[Records from a data collection]

* * * *

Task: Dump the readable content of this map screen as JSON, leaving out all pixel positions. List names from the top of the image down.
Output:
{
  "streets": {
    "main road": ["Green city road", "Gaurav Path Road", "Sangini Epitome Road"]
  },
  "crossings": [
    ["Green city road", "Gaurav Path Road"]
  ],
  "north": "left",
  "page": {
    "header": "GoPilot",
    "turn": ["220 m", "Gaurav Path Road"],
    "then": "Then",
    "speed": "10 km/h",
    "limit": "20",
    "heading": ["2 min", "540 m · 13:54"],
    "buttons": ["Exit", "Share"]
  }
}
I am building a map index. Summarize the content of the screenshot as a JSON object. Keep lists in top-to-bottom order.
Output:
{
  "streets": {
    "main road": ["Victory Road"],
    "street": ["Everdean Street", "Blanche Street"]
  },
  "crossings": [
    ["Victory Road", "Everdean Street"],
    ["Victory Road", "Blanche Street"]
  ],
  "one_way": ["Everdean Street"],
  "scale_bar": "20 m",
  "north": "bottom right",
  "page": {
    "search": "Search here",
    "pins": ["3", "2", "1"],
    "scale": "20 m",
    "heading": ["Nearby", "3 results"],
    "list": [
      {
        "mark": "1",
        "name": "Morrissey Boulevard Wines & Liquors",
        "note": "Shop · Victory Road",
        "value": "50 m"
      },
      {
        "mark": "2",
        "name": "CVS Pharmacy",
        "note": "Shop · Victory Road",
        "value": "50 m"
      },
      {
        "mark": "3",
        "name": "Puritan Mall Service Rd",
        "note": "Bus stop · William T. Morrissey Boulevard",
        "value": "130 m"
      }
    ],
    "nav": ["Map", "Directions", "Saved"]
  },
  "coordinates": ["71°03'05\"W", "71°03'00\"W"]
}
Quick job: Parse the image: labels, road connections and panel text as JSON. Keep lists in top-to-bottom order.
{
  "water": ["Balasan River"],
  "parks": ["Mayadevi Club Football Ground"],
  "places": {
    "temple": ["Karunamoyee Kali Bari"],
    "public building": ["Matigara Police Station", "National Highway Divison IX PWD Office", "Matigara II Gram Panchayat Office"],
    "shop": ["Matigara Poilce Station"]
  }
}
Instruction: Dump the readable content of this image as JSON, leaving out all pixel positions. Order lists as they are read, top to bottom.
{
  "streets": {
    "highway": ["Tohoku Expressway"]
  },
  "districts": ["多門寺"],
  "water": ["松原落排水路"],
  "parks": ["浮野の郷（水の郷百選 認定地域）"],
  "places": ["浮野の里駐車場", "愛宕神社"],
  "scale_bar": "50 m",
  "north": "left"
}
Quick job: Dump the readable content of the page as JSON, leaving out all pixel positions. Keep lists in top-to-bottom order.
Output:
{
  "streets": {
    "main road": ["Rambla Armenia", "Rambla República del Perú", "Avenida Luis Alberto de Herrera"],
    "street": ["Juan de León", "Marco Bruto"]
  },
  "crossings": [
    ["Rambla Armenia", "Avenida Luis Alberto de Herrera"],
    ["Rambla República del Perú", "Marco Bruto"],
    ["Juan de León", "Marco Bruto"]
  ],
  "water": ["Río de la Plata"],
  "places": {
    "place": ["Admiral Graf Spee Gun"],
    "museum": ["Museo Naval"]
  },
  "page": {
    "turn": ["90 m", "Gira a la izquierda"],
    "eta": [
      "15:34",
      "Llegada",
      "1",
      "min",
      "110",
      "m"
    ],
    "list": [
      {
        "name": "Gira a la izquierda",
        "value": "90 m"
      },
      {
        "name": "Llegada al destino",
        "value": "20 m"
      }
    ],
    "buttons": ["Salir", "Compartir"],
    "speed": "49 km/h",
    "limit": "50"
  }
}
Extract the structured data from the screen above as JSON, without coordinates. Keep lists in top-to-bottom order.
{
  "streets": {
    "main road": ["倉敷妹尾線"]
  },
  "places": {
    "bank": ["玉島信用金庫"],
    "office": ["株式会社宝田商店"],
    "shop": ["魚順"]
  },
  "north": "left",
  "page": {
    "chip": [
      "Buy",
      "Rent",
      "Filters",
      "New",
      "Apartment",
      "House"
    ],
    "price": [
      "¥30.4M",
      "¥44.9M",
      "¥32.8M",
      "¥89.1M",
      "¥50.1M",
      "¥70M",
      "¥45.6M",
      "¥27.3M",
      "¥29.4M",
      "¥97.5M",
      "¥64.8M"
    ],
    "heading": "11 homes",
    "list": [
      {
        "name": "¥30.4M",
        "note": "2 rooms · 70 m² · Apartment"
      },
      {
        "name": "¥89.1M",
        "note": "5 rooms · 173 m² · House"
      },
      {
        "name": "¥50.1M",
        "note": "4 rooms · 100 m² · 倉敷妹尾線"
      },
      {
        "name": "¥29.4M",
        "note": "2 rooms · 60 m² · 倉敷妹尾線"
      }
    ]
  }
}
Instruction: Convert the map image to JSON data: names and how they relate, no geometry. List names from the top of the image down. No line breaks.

* * * *

-- Instructions for the task --
Wherever a line above contains the string "down", copy that line.

-- Response --
Task: Dump the readable content of this map screen as JSON, leaving out all pixel positions. List names from the top of the image down.
Instruction: Convert the map image to JSON data: names and how they relate, no geometry. List names from the top of the image down. No line breaks.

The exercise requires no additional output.